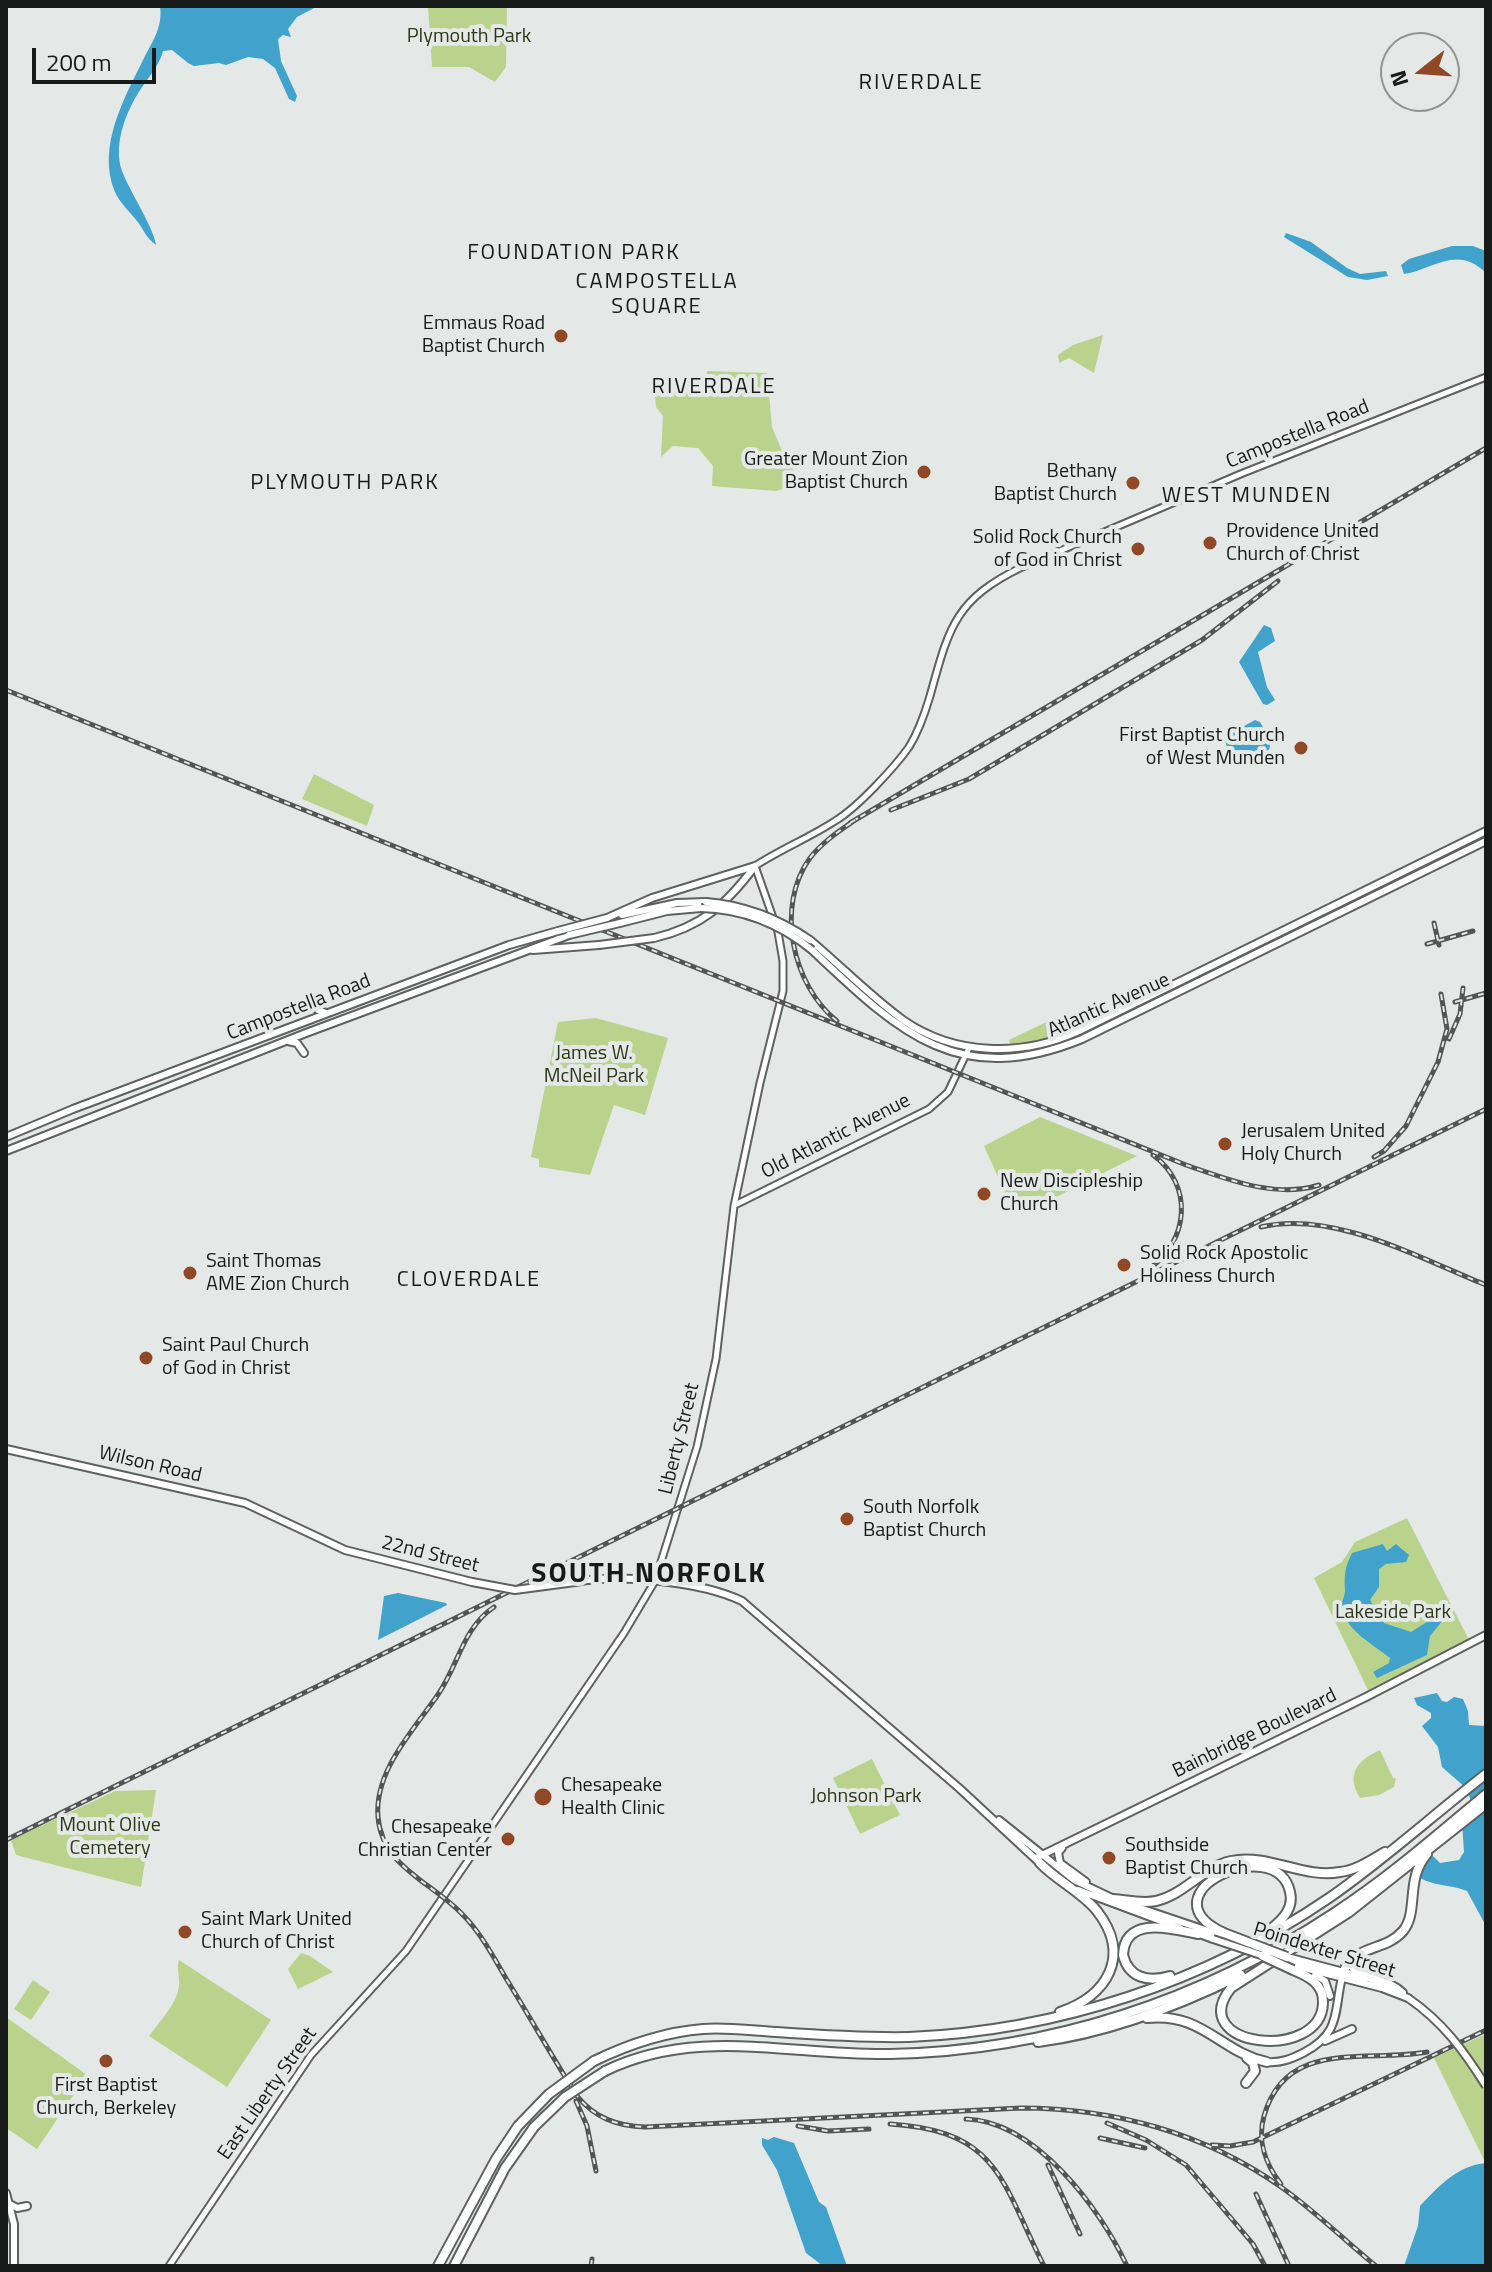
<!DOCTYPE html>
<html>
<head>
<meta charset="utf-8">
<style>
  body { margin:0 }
  #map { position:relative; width:1492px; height:2272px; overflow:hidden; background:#e4e8e7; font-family:"Titillium Web",sans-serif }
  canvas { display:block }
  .frame { position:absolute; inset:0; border:8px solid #181919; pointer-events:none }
  .north { position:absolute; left:1380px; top:32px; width:80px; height:80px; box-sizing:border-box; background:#e4e8e7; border:2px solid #929595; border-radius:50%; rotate:253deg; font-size:22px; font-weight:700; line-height:32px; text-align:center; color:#181919 }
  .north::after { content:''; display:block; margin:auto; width:28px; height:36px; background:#904825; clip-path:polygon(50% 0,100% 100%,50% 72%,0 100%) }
  .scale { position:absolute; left:32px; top:48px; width:124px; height:36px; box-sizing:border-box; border:4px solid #181919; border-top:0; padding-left:10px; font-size:24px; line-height:28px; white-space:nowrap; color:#181919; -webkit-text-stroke:6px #e4e8e7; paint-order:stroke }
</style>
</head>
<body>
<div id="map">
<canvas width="1492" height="2272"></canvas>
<div class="frame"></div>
<div class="north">N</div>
<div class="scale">200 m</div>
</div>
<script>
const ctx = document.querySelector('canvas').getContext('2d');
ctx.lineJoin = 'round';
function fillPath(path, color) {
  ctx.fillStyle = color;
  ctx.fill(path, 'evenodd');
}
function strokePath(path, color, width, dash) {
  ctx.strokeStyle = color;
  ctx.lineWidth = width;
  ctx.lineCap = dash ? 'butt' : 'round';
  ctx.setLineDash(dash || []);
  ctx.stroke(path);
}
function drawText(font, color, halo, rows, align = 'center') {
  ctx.font = font + ' "Titillium Web",sans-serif';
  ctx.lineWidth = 8;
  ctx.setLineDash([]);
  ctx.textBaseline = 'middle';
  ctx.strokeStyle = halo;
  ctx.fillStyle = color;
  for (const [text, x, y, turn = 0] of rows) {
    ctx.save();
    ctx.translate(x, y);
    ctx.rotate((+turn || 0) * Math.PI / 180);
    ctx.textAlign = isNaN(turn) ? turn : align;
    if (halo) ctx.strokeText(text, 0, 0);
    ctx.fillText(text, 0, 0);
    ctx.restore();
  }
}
fillPath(new Path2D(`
  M428,6H507L506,67L495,82L469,67H432Z
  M1103,335L1094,373L1069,358L1059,363L1058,355L1073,345Z
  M707,371L767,373L772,427L784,456L802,483L776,491L712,486L713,466L698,448L673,446L661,457L663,416L656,407L654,385L706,384Z
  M314,774L374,805L367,826L302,799Z
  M1065,1013L1073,1030L1037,1042L1011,1045L1009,1040Z
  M596,1018L668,1038L645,1115L614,1105L590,1175L539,1167V1159L531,1157L558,1022Z
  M1040,1117L1137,1156L1023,1214L1013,1210L984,1146Z
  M1407,1518L1469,1640L1368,1690L1314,1578L1342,1562L1355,1542Z
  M1380,1750L1393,1778H1396L1394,1787L1379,1795L1360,1798C1345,1774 1358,1760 1380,1750Z
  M872,1759L900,1815L860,1834L833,1778Z
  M156,1790L141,1887L16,1855L11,1840L115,1791Z
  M301,1953L310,1956L333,1972L298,1989L288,1969Z
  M179,1960L271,2020L227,2087L149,2036C159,2022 178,2003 179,1985C180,1976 176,1969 179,1960Z
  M33,1980L50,1992L31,2020L14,2009Z
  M6,2017L87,2075L37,2149L6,2128Z
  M1486,2034V2164L1434,2058Z`), '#bad38c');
fillPath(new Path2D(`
  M160,6H318L297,17L288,29L291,37L283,35L278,39L281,61L297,96L295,102L289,99L275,68L263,59L248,57L226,65L219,63L194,66L188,63L172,50L163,51C159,65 153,71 145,83C128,106 112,143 122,171C130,192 154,228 156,245C146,238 144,230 137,221C129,211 120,203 115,192C96,147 125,97 144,58C153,41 163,26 160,6Z
  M1286,233L1311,242L1347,268L1360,274L1386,271L1388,276L1367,280L1348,277L1284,237Z
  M1452,246H1473L1486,251V273C1457,244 1432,270 1404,274L1401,265L1409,259Z
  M1264,625L1271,628L1275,641L1258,652L1267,687L1275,700L1267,705L1263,704L1239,662Z
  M1255,720L1260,722C1279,755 1270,751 1240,765L1229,754L1224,737Z
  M1383,1544L1387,1551L1396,1544L1409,1555L1406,1562L1386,1564L1379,1569V1587L1370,1600L1384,1623L1411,1632L1438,1615L1442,1616L1443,1620L1430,1636L1427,1655L1377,1678L1373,1672L1389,1663L1390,1658C1374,1645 1345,1630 1342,1608C1341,1601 1345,1597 1345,1590C1344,1574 1345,1567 1352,1553Z
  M398,1593L446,1603L447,1605L378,1640L384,1596Z
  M1437,1693L1442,1701L1447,1702L1454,1697L1463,1699L1468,1711L1469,1725L1486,1726V1926L1467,1891C1445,1882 1421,1889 1405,1862L1430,1853L1440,1863L1459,1860L1464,1852L1462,1822L1472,1803L1466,1788L1442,1767L1438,1747L1422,1726L1431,1718V1713L1417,1705L1414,1698Z
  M774,2137L794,2143L819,2202L826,2207L847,2266H823L806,2253L777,2170L762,2145V2138L768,2140Z
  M1486,2163V2266H1404L1418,2226L1420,2206C1440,2185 1457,2166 1486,2163Z`), '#41a3cc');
const secondary = new Path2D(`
  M735,1205L929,1109L948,1092L969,1048
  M169,2266L311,2055L406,1951L624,1633L655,1581L697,1447L716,1359L734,1206L760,1083L783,991V961L778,932L755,866C781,849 809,838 835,821C857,808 894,768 909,747C919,731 925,713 930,696C949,628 954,600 1022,567L1243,473L1486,377`);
const primary = new Path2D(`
  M622,915L677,903L706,902
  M607,918L652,898L755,866
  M620,923L667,911L701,908
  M654,938C701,927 726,905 755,866
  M810,940C841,966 870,996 903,1020C955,1056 1022,1057 1079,1031L1486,831
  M533,950L599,945
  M812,950C898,1031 957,1090 1082,1039L1486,841
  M312,1002L318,1010L326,1013
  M288,1041L297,1043L304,1053
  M6,1137L73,1109L509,945L558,931
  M6,1151L306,1033L569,935
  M6,1449L245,1503L345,1550L472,1582
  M575,1582C621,1574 700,1581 742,1601L959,1788L1042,1865
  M999,1820L1074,1880L1114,1899
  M1062,1848L1058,1853L1060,1863L1086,1882
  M1036,1858L1366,1697L1486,1635
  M1078,1890L1180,1928
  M1125,1903L1220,1935
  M1194,1932L1213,1939
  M1287,1957L1366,1978
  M1289,1964L1382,1988L1408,1998
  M1315,1975L1325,1981L1330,1996
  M1325,2041L1352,2029
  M1267,2062C1281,2063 1291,2059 1303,2053C1343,2032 1333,2011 1343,1973
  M6,2193L14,2224V2266
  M10,2204L17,2208L27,2206`);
const motorway = new Path2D(`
  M1040,1863C1057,1881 1082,1892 1097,1911C1132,1956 1107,1996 1060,2012
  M1113,1899C1128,1900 1141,1904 1156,1901C1184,1895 1203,1867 1231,1861C1269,1853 1303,1879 1340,1872C1357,1870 1371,1860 1385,1852
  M1224,1933C1140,1894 1277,1831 1290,1892C1294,1908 1283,1919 1272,1928
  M1356,1956L1353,1967C1363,1980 1388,1979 1402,1993
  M1293,1970C1308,1976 1324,1984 1323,2003C1321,2063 1184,2047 1231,1988L1348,1913L1486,1804
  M1343,1973C1354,1944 1385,1952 1403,1931C1419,1912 1405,1879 1427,1854
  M1170,1976C1149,1982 1129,1979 1123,1955C1125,1915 1172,1929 1198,1934
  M1147,2018C1203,2012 1220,2052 1267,2062
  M1038,2042C1109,2033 1178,2006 1241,1975
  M594,2061C629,2044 664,2032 703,2029C727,2027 752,2031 776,2032C820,2035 864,2038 909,2037C1057,2031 1206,1982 1329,1898C1384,1860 1433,1815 1486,1774
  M605,2071C697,2026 792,2056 890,2054C1049,2051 1202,2000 1334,1913C1388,1878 1437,1835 1486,1794
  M1246,2083L1255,2071L1253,2063L1247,2058
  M438,2266L496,2159L518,2126
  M454,2266L505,2168L534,2127`);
strokePath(secondary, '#5e6160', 9);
strokePath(primary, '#5e6160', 10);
strokePath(motorway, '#5e6160', 12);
strokePath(secondary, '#fff', 5);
strokePath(primary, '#fff', 6);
strokePath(motorway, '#fff', 8);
const rail = new Path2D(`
  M6,690L1186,1165C1227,1179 1275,1199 1319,1185
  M891,810L969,779L1202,640L1278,581
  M850,823L1486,448
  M1434,923L1439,945
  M1427,944L1473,931
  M1455,1002L1486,993
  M837,1021C792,985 775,906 810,858C823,841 841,830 858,818
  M1449,1039L1460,1014L1463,988
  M1374,1157L1384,1151L1406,1126L1438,1062L1447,1029L1441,994
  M1261,1227C1333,1210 1419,1258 1486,1285
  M1149,1269C1189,1241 1194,1185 1153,1155
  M494,1607C463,1628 459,1663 439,1693C415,1729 374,1770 378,1817C382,1867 432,1882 463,1915C481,1933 494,1958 507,1980C531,2019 553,2058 577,2096C595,2118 617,2126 645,2127L1021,2108C1113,2108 1205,2133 1281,2187C1315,2211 1344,2240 1376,2266
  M6,1840L1486,1109
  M576,2101L587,2126L596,2171
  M966,2119C1035,2121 1100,2208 1127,2266
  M1107,2123L1146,2140L1186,2165L1253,2244L1265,2266
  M890,2124C999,2131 1001,2181 1044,2266
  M798,2126L828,2131L869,2129
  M1100,2138L1145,2148
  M1212,2145L1230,2146L1253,2142L1486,2030
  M1048,2165L1080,2234
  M1281,2184C1266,2165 1257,2141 1264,2116C1286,2038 1366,2063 1427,2052
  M1256,2194L1289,2266
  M591,2266L592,2259`);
strokePath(rail, '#535554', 5);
strokePath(rail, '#e4e8e7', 2, [6]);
const primaryBridge = new Path2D(`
  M706,902C745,905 778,918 810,940
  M701,908C742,909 780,924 812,950
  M558,931L607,918
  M569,935L620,923
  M599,945L654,938
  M472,1582L515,1590L575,1582
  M1213,1939L1267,1957
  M1408,1998C1443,2022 1464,2051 1486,2086`);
const motorwayBridge = new Path2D(`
  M1224,1933L1287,1957
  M1263,1956L1293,1970
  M518,2126L549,2094L594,2061
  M534,2127L565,2097L605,2071`);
strokePath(primaryBridge, '#5e6160', 10, []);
strokePath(motorwayBridge, '#5e6160', 12, []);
strokePath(primaryBridge, '#fff', 6);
strokePath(motorwayBridge, '#fff', 8);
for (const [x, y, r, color] of [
  [561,336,8,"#904825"],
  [924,472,8,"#904825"],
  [1133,483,8,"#904825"],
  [1210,543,8,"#904825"],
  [1138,549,8,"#904825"],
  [1301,748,8,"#904825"],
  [1225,1144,8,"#904825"],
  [984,1194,8,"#904825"],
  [1124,1265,8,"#904825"],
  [190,1273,8,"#904825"],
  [146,1358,8,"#904825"],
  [847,1519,8,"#904825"],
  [543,1797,10,"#904825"],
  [508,1839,8,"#904825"],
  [1109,1858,8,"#904825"],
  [185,1932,8,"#904825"],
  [106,2061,8,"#904825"]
]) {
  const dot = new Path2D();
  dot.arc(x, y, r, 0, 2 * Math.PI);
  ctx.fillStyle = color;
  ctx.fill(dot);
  strokePath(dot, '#e4e8e7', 3);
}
drawText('20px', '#2d3816', '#e4e8e7', [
  ["Plymouth Park",469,37],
  ["James W.",594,1054],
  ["McNeil Park",594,1077],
  ["Lakeside Park",1393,1613],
  ["Johnson Park",866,1797],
  ["Mount Olive",110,1826],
  ["Cemetery",110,1849]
]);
drawText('20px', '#181919', '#e4e8e7', [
  ["Emmaus Road",545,324,"right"],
  ["Baptist Church",545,347,"right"],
  ["Greater Mount Zion",908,460,"right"],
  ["Baptist Church",908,483,"right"],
  ["Bethany",1117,472,"right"],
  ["Baptist Church",1117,495,"right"],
  ["Providence United",1226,532],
  ["Church of Christ",1226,555],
  ["Solid Rock Church",1122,538,"right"],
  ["of God in Christ",1122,561,"right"],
  ["First Baptist Church",1285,736,"right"],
  ["of West Munden",1285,759,"right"],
  ["Jerusalem United",1241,1132],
  ["Holy Church",1241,1155],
  ["New Discipleship",1000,1182],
  ["Church",1000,1205],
  ["Solid Rock Apostolic",1140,1254],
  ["Holiness Church",1140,1277],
  ["Saint Thomas",206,1262],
  ["AME Zion Church",206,1285],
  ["Saint Paul Church",162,1346],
  ["of God in Christ",162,1369],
  ["South Norfolk",863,1508],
  ["Baptist Church",863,1531],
  ["Chesapeake",561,1786],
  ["Health Clinic",561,1809],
  ["Chesapeake",492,1828,"right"],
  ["Christian Center",492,1851,"right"],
  ["Southside",1125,1846],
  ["Baptist Church",1125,1869],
  ["Saint Mark United",201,1920],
  ["Church of Christ",201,1943],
  ["First Baptist",106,2086,"center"],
  ["Church, Berkeley",106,2109,"center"]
], 'left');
drawText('20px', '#181919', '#e4e8e7', [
  ["Campostella Road",1298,435,-22],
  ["Atlantic Avenue",1109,1006,-24],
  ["Campostella Road",299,1008,-21],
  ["Old Atlantic Avenue",836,1137,-27],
  ["Liberty Street",680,1439,-76],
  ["Wilson Road",150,1465,13],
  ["22nd Street",430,1555,14],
  ["Bainbridge Boulevard",1255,1734,-26],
  ["Poindexter Street",1324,1951,17],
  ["East Liberty Street",268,2094,-55]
]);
ctx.letterSpacing = '2px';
drawText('22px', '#181919', '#e4e8e7', [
  ["RIVERDALE",921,84],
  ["FOUNDATION PARK",574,254],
  ["CAMPOSTELLA",657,283],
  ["SQUARE",657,308],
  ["RIVERDALE",714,388],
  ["PLYMOUTH PARK",345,484],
  ["WEST MUNDEN",1247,497],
  ["CLOVERDALE",469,1281]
]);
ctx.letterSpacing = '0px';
ctx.letterSpacing = '2px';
drawText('bold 28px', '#181919', '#e4e8e7', [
  ["SOUTH NORFOLK",649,1575]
]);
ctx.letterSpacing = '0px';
</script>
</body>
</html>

- **DIRECTIONS**: In the answer, give only the lines from the top of the data above through the line with "ctx.strokeStyle = color;", reproduced exactly; no picture may appear.

- **ANSWER SECTION**:
<!DOCTYPE html>
<html>
<head>
<meta charset="utf-8">
<style>
  body { margin:0 }
  #map { position:relative; width:1492px; height:2272px; overflow:hidden; background:#e4e8e7; font-family:"Titillium Web",sans-serif }
  canvas { display:block }
  .frame { position:absolute; inset:0; border:8px solid #181919; pointer-events:none }
  .north { position:absolute; left:1380px; top:32px; width:80px; height:80px; box-sizing:border-box; background:#e4e8e7; border:2px solid #929595; border-radius:50%; rotate:253deg; font-size:22px; font-weight:700; line-height:32px; text-align:center; color:#181919 }
  .north::after { content:''; display:block; margin:auto; width:28px; height:36px; background:#904825; clip-path:polygon(50% 0,100% 100%,50% 72%,0 100%) }
  .scale { position:absolute; left:32px; top:48px; width:124px; height:36px; box-sizing:border-box; border:4px solid #181919; border-top:0; padding-left:10px; font-size:24px; line-height:28px; white-space:nowrap; color:#181919; -webkit-text-stroke:6px #e4e8e7; paint-order:stroke }
</style>
</head>
<body>
<div id="map">
<canvas width="1492" height="2272"></canvas>
<div class="frame"></div>
<div class="north">N</div>
<div class="scale">200 m</div>
</div>
<script>
const ctx = document.querySelector('canvas').getContext('2d');
ctx.lineJoin = 'round';
function fillPath(path, color) {
  ctx.fillStyle = color;
  ctx.fill(path, 'evenodd');
}
function strokePath(path, color, width, dash) {
  ctx.strokeStyle = color;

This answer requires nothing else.